Please reproduce the entries that follow, keeping each word intact.
***** Exercise data
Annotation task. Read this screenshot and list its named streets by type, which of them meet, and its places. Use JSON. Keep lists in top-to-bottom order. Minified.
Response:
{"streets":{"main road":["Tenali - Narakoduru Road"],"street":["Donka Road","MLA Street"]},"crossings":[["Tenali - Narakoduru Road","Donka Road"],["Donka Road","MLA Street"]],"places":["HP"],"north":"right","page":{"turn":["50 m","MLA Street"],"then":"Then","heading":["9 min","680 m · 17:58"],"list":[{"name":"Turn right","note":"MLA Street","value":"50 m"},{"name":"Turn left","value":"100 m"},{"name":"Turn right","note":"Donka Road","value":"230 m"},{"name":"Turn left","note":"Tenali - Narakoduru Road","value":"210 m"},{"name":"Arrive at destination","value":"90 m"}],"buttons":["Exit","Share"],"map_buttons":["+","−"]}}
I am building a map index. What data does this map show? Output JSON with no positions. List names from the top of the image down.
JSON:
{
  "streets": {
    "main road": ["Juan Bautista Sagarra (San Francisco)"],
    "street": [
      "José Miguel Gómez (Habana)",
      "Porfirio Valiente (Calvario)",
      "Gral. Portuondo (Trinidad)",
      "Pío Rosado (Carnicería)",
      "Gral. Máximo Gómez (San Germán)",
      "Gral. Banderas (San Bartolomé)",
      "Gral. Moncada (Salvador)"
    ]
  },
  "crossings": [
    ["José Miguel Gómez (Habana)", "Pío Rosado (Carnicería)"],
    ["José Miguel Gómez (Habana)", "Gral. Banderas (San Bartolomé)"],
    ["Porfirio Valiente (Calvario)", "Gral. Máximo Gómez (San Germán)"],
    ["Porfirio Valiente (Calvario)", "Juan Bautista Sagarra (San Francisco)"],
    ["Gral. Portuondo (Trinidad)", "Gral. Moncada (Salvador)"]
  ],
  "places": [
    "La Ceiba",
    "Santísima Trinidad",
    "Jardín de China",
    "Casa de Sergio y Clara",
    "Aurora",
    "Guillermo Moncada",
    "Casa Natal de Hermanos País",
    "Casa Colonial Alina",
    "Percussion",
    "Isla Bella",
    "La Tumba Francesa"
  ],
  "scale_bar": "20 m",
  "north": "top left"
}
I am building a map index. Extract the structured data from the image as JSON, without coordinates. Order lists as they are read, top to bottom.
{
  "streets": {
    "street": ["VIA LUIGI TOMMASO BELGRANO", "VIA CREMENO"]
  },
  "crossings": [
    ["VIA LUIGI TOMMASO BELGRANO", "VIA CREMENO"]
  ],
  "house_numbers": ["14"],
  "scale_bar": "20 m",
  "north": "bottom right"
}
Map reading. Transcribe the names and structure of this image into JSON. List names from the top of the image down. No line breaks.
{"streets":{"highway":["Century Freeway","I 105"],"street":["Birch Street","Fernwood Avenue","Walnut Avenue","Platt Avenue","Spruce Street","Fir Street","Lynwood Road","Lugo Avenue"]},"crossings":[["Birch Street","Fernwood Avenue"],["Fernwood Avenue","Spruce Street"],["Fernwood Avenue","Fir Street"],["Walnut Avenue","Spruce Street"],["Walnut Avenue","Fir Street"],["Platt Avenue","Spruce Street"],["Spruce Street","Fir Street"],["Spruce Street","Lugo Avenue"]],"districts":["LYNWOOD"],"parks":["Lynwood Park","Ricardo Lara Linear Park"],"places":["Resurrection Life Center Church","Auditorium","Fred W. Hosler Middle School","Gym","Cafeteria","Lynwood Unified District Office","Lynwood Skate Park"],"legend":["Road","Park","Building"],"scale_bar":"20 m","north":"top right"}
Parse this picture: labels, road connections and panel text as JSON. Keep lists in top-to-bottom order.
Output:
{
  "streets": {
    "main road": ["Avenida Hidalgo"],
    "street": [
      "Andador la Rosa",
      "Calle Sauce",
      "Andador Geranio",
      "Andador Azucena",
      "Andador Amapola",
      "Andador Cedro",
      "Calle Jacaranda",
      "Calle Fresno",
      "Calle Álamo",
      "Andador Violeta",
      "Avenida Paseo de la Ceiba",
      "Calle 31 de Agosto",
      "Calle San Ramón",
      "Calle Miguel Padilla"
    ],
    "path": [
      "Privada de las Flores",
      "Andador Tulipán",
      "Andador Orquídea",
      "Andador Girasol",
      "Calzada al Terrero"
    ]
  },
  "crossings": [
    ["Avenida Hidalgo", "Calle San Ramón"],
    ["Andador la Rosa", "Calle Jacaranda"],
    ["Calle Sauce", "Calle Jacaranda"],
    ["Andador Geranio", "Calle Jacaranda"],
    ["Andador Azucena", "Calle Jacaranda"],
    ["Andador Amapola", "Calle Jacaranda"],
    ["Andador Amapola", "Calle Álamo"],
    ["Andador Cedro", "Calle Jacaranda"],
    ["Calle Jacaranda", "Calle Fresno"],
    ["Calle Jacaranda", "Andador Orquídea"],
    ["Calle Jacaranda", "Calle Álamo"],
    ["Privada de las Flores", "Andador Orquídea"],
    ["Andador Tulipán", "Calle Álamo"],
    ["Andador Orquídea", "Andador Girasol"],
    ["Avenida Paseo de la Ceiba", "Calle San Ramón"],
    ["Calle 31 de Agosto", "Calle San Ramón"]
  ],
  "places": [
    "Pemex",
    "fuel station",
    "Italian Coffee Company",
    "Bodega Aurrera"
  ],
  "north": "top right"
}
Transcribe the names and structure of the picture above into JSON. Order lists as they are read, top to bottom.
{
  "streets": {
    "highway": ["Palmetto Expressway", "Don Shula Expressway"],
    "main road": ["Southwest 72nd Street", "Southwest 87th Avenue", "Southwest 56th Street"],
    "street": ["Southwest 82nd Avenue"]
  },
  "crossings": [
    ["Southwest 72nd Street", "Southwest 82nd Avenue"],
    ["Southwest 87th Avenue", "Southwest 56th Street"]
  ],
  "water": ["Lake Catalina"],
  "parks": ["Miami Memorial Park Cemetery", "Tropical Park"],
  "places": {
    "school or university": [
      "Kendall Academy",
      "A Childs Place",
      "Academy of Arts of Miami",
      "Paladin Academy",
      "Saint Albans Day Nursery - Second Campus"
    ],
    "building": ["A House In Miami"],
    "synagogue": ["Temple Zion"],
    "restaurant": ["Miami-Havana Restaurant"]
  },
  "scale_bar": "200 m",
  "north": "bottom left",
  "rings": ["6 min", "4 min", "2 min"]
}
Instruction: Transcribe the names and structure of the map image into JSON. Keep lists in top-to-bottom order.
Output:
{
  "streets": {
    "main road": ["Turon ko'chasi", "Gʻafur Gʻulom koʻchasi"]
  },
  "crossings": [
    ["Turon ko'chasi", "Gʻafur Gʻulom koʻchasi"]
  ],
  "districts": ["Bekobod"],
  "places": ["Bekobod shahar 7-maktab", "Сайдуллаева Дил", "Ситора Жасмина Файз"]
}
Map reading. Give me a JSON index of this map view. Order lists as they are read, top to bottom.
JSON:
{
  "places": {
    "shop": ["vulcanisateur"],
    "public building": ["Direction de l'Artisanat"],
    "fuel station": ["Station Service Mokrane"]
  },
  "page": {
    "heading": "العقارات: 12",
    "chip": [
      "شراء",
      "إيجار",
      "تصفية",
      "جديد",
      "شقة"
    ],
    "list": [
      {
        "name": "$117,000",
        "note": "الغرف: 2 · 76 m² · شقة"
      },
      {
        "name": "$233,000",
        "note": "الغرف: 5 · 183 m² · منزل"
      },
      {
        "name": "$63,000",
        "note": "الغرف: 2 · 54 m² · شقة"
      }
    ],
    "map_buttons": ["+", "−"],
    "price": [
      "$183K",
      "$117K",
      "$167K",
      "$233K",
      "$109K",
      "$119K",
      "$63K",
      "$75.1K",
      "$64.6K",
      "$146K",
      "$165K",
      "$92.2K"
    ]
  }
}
**********
_Task output_
Annotation task. Read this screenshot and list its named streets by type, which of them meet, and its places. Use JSON. Keep lists in top-to-bottom order. Minified.
Response:
{"streets":{"main road":["Tenali - Narakoduru Road"],"street":["Donka Road","MLA Street"]},"crossings":[["Tenali - Narakoduru Road","Donka Road"],["Donka Road","MLA Street"]],"places":["HP"],"north":"right","page":{"turn":["50 m","MLA Street"],"then":"Then","heading":["9 min","680 m · 17:58"],"list":[{"name":"Turn right","note":"MLA Street","value":"50 m"},{"name":"Turn left","value":"100 m"},{"name":"Turn right","note":"Donka Road","value":"230 m"},{"name":"Turn left","note":"Tenali - Narakoduru Road","value":"210 m"},{"name":"Arrive at destination","value":"90 m"}],"buttons":["Exit","Share"],"map_buttons":["+","−"]}}
I am building a map index. What data does this map show? Output JSON with no positions. List names from the top of the image down.
JSON:
{
  "streets": {
    "main road": ["Juan Bautista Sagarra (San Francisco)"],
    "street": [
      "José Miguel Gómez (Habana)",
      "Porfirio Valiente (Calvario)",
      "Gral. Portuondo (Trinidad)",
      "Pío Rosado (Carnicería)",
      "Gral. Máximo Gómez (San Germán)",
      "Gral. Banderas (San Bartolomé)",
      "Gral. Moncada (Salvador)"
    ]
  },
  "crossings": [
    ["José Miguel Gómez (Habana)", "Pío Rosado (Carnicería)"],
    ["José Miguel Gómez (Habana)", "Gral. Banderas (San Bartolomé)"],
    ["Porfirio Valiente (Calvario)", "Gral. Máximo Gómez (San Germán)"],
    ["Porfirio Valiente (Calvario)", "Juan Bautista Sagarra (San Francisco)"],
    ["Gral. Portuondo (Trinidad)", "Gral. Moncada (Salvador)"]
  ],
  "places": [
    "La Ceiba",
    "Santísima Trinidad",
    "Jardín de China",
    "Casa de Sergio y Clara",
    "Aurora",
    "Guillermo Moncada",
    "Casa Natal de Hermanos País",
    "Casa Colonial Alina",
    "Percussion",
    "Isla Bella",
    "La Tumba Francesa"
  ],
  "scale_bar": "20 m",
  "north": "top left"
}
I am building a map index. Extract the structured data from the image as JSON, without coordinates. Order lists as they are read, top to bottom.
{
  "streets": {
    "street": ["VIA LUIGI TOMMASO BELGRANO", "VIA CREMENO"]
  },
  "crossings": [
    ["VIA LUIGI TOMMASO BELGRANO", "VIA CREMENO"]
  ],
  "house_numbers": ["14"],
  "scale_bar": "20 m",
  "north": "bottom right"
}
Map reading. Transcribe the names and structure of this image into JSON. List names from the top of the image down. No line breaks.
{"streets":{"highway":["Century Freeway","I 105"],"street":["Birch Street","Fernwood Avenue","Walnut Avenue","Platt Avenue","Spruce Street","Fir Street","Lynwood Road","Lugo Avenue"]},"crossings":[["Birch Street","Fernwood Avenue"],["Fernwood Avenue","Spruce Street"],["Fernwood Avenue","Fir Street"],["Walnut Avenue","Spruce Street"],["Walnut Avenue","Fir Street"],["Platt Avenue","Spruce Street"],["Spruce Street","Fir Street"],["Spruce Street","Lugo Avenue"]],"districts":["LYNWOOD"],"parks":["Lynwood Park","Ricardo Lara Linear Park"],"places":["Resurrection Life Center Church","Auditorium","Fred W. Hosler Middle School","Gym","Cafeteria","Lynwood Unified District Office","Lynwood Skate Park"],"legend":["Road","Park","Building"],"scale_bar":"20 m","north":"top right"}
Parse this picture: labels, road connections and panel text as JSON. Keep lists in top-to-bottom order.
Output:
{
  "streets": {
    "main road": ["Avenida Hidalgo"],
    "street": [
      "Andador la Rosa",
      "Calle Sauce",
      "Andador Geranio",
      "Andador Azucena",
      "Andador Amapola",
      "Andador Cedro",
      "Calle Jacaranda",
      "Calle Fresno",
      "Calle Álamo",
      "Andador Violeta",
      "Avenida Paseo de la Ceiba",
      "Calle 31 de Agosto",
      "Calle San Ramón",
      "Calle Miguel Padilla"
    ],
    "path": [
      "Privada de las Flores",
      "Andador Tulipán",
      "Andador Orquídea",
      "Andador Girasol",
      "Calzada al Terrero"
    ]
  },
  "crossings": [
    ["Avenida Hidalgo", "Calle San Ramón"],
    ["Andador la Rosa", "Calle Jacaranda"],
    ["Calle Sauce", "Calle Jacaranda"],
    ["Andador Geranio", "Calle Jacaranda"],
    ["Andador Azucena", "Calle Jacaranda"],
    ["Andador Amapola", "Calle Jacaranda"],
    ["Andador Amapola", "Calle Álamo"],
    ["Andador Cedro", "Calle Jacaranda"],
    ["Calle Jacaranda", "Calle Fresno"],
    ["Calle Jacaranda", "Andador Orquídea"],
    ["Calle Jacaranda", "Calle Álamo"],
    ["Privada de las Flores", "Andador Orquídea"],
    ["Andador Tulipán", "Calle Álamo"],
    ["Andador Orquídea", "Andador Girasol"],
    ["Avenida Paseo de la Ceiba", "Calle San Ramón"],
    ["Calle 31 de Agosto", "Calle San Ramón"]
  ],
  "places": [
    "Pemex",
    "fuel station",
    "Italian Coffee Company",
    "Bodega Aurrera"
  ],
  "north": "top right"
}
Transcribe the names and structure of the picture above into JSON. Order lists as they are read, top to bottom.
{
  "streets": {
    "highway": ["Palmetto Expressway", "Don Shula Expressway"],
    "main road": ["Southwest 72nd Street", "Southwest 87th Avenue", "Southwest 56th Street"],
    "street": ["Southwest 82nd Avenue"]
  },
  "crossings": [
    ["Southwest 72nd Street", "Southwest 82nd Avenue"],
    ["Southwest 87th Avenue", "Southwest 56th Street"]
  ],
  "water": ["Lake Catalina"],
  "parks": ["Miami Memorial Park Cemetery", "Tropical Park"],
  "places": {
    "school or university": [
      "Kendall Academy",
      "A Childs Place",
      "Academy of Arts of Miami",
      "Paladin Academy",
      "Saint Albans Day Nursery - Second Campus"
    ],
    "building": ["A House In Miami"],
    "synagogue": ["Temple Zion"],
    "restaurant": ["Miami-Havana Restaurant"]
  },
  "scale_bar": "200 m",
  "north": "bottom left",
  "rings": ["6 min", "4 min", "2 min"]
}
Instruction: Transcribe the names and structure of the map image into JSON. Keep lists in top-to-bottom order.
Output:
{
  "streets": {
    "main road": ["Turon ko'chasi", "Gʻafur Gʻulom koʻchasi"]
  },
  "crossings": [
    ["Turon ko'chasi", "Gʻafur Gʻulom koʻchasi"]
  ],
  "districts": ["Bekobod"],
  "places": ["Bekobod shahar 7-maktab", "Сайдуллаева Дил", "Ситора Жасмина Файз"]
}
Map reading. Give me a JSON index of this map view. Order lists as they are read, top to bottom.
JSON:
{
  "places": {
    "shop": ["vulcanisateur"],
    "public building": ["Direction de l'Artisanat"],
    "fuel station": ["Station Service Mokrane"]
  },
  "page": {
    "heading": "العقارات: 12",
    "chip": [
      "شراء",
      "إيجار",
      "تصفية",
      "جديد",
      "شقة"
    ],
    "list": [
      {
        "name": "$117,000",
        "note": "الغرف: 2 · 76 m² · شقة"
      },
      {
        "name": "$233,000",
        "note": "الغرف: 5 · 183 m² · منزل"
      },
      {
        "name": "$63,000",
        "note": "الغرف: 2 · 54 m² · شقة"
      }
    ],
    "map_buttons": ["+", "−"],
    "price": [
      "$183K",
      "$117K",
      "$167K",
      "$233K",
      "$109K",
      "$119K",
      "$63K",
      "$75.1K",
      "$64.6K",
      "$146K",
      "$165K",
      "$92.2K"
    ]
  }
}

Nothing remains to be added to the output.